The selection process starts on Monday by Geneva time, where representatives from 164 members states are to voice their preference among the eight candidates to the selection committee, made up of David Walker, WTO General Council chair, Dacio Castillo, chair of the Dispute Settlement Body, and Harald Aspelund, chair of the Trade Policy Review Body. The “confessionals” involve three rounds of consultations, narrowing down the list of the candidates until a winner emerges.
The first round of consultations will run through Sept. 16, in which each member state will indicate a maximum of four picks and eliminate the bottom three candidates. The second round will drop three more candidates and the remaining two will advance to the final round. The leader will be picked based on consensus, which is expected by early November at the latest.
The WTO has been leaderless since Robert Azevedo stepped down a year early from the director general position on Aug. 31, after seven years at the helm.
The prevailing view here is that Yoo has a clear edge over other candidates, with her expertise and experience in ushering in weighty trade deals, and will likely pass the first round. If Yoo wins, she will become the first woman as well as the first Korean to lead the WTO.
She is competing with other high-profile contenders -- from Nigeria, Egypt, Moldova, the UK, Kenya, Saudi Arabia and Mexico -- who all vow to salvage the 25-year-old multilateral body beset with challenges amid the coronavirus pandemic and US-China trade war.
Two other women are widely viewed as front-runners: Amina Mohamed, currently Kenya’s sports minister and a former foreign affairs minister who has chaired the WTO’s General Council, and Ngozi Okonjo-lweala of Nigeria, a two-time finance minister who was the No. 2 official at the World Bank. If either wins, they would be the WTO’s first African boss as well as the first woman in the role.

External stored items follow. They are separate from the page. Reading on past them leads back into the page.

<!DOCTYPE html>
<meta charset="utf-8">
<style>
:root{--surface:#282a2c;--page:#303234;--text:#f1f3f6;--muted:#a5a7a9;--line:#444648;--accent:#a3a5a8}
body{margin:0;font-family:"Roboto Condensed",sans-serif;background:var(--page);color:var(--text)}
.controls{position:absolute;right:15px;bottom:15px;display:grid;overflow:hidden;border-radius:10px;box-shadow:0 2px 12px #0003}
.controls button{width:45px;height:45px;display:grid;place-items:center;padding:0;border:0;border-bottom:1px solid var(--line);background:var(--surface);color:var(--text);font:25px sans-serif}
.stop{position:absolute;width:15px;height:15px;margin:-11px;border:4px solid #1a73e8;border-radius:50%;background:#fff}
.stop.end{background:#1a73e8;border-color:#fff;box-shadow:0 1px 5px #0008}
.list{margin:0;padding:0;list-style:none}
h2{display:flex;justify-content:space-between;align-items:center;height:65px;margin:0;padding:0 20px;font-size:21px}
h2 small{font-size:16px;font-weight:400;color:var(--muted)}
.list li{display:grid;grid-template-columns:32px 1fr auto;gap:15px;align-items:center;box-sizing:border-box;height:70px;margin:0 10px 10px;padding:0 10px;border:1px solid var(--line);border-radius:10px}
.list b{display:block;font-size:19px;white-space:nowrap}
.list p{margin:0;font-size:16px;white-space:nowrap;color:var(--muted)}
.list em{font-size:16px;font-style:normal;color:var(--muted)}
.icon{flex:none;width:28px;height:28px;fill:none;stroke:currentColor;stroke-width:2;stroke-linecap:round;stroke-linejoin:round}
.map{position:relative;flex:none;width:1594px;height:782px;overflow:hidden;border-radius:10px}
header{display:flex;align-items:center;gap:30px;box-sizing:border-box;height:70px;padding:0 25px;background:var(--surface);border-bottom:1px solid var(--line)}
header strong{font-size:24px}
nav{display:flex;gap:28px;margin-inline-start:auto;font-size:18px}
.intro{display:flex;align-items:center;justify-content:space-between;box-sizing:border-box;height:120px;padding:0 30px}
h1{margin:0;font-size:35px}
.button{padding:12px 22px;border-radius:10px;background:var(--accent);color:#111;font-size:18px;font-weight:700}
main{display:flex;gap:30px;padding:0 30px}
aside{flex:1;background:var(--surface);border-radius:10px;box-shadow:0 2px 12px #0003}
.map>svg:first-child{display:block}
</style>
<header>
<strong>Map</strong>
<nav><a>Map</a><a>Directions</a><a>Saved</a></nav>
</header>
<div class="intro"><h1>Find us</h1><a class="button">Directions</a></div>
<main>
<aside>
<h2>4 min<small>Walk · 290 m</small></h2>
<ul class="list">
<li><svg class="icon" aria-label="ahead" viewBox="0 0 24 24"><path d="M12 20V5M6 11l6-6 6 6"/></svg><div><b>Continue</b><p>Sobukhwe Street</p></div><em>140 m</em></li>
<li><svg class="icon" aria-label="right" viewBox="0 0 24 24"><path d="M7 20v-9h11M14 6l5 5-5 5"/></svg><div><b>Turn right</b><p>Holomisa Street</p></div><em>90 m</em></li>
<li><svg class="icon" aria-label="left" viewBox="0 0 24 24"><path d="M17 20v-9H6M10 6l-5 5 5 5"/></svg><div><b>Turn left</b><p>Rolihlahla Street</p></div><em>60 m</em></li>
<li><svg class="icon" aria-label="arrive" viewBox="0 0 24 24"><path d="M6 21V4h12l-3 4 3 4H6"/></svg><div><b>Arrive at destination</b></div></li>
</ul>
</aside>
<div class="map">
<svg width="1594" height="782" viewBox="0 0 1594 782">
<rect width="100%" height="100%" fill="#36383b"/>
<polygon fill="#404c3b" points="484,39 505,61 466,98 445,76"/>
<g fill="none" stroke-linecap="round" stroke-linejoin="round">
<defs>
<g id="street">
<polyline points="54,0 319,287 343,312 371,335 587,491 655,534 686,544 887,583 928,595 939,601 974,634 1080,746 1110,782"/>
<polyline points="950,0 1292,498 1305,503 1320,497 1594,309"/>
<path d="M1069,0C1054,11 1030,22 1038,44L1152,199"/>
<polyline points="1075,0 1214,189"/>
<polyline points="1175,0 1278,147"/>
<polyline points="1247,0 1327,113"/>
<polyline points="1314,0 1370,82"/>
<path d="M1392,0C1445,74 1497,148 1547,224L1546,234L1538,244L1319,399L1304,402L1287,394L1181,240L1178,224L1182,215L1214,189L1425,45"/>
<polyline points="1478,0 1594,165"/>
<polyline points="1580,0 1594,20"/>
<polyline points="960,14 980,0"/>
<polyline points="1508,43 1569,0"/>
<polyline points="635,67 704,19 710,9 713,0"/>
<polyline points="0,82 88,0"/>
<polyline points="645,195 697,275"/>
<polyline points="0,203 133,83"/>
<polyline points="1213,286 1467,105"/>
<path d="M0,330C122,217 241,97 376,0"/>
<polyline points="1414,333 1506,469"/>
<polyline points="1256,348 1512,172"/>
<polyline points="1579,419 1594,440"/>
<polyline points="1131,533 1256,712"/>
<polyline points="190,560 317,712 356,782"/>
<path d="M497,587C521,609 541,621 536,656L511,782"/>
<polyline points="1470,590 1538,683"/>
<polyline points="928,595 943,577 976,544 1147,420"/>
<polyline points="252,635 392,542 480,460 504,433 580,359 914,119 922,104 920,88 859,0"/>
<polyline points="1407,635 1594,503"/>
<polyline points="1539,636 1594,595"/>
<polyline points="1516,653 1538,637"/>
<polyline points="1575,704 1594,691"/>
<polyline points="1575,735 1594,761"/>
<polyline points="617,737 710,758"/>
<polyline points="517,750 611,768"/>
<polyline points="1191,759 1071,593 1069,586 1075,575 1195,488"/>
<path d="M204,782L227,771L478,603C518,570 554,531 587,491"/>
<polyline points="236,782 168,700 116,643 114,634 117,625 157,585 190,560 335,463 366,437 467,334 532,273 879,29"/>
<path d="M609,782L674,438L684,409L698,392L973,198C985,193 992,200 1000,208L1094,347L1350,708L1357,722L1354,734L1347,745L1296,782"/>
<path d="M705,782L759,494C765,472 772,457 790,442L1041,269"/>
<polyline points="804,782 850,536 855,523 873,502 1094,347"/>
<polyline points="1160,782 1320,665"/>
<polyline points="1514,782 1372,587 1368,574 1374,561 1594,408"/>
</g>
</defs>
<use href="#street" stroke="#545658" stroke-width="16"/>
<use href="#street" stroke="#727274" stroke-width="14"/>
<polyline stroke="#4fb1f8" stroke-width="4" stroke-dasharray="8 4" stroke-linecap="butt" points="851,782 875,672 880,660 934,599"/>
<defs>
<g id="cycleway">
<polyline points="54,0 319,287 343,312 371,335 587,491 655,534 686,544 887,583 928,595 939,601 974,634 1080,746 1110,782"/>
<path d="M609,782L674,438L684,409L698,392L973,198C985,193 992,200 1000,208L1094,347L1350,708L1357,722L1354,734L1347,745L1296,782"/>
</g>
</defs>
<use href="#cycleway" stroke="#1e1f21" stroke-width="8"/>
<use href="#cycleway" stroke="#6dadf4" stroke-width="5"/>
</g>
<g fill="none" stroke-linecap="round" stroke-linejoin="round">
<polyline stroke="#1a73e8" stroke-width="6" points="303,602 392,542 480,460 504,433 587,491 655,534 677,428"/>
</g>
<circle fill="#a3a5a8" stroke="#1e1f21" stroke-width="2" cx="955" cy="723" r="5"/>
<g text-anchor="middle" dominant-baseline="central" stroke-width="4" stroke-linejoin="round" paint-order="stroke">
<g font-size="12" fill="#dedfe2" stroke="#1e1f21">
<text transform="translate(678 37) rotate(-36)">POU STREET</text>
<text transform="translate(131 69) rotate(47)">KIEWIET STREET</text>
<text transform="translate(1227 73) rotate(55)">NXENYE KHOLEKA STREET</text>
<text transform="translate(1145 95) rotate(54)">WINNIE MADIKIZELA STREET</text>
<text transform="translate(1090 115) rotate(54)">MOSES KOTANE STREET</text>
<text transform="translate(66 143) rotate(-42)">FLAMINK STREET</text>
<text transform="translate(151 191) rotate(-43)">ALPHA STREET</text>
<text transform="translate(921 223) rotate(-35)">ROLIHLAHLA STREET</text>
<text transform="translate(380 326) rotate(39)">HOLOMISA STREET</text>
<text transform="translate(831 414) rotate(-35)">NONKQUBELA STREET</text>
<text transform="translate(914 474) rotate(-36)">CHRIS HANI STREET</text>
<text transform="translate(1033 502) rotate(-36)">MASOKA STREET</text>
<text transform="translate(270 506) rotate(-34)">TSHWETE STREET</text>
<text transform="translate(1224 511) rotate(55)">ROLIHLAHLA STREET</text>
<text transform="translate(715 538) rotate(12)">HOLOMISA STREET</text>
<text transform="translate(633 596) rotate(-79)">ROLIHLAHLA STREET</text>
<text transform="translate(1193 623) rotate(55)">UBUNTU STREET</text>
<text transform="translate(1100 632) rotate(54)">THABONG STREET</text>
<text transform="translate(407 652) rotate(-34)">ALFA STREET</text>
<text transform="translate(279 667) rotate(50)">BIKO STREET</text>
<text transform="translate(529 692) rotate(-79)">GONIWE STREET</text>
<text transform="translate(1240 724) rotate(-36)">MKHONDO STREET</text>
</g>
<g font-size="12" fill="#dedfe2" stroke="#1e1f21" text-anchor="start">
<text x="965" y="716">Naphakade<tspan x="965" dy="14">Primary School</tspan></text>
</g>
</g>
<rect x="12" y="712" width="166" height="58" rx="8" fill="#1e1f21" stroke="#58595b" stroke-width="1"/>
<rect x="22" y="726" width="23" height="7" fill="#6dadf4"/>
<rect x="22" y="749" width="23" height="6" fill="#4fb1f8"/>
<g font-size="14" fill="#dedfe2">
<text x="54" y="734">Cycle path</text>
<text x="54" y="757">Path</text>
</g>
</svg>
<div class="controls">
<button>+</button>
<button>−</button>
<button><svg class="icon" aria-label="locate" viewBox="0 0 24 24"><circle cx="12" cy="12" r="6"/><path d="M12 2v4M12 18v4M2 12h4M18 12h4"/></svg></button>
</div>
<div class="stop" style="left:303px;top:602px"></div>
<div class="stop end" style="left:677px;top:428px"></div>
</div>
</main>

During the campaign that began in July, Yoo pledged to reform the WTO to make it more “relevant, resilient and responsive,” taking on a multilateral institution that faced long-standing challenges even before the COVID-19 pandemic crippled global trade and caused a deep recession.
Yoo departed to Geneva for her campaign on Aug. 31, and plans to meet with representatives from the member states to ask for their support through mid-September.
Yoo was appointed Korea’s trade minister in February 2019, becoming the first woman to achieve the rank since the ministry was established in 1948. Over the course of her nearly 25-year public service career in trade, she led major bilateral negotiations, including free trade talks with the US, China, Singapore, India and the Association of Southeast Asian Nations, as Seoul’s chief negotiator.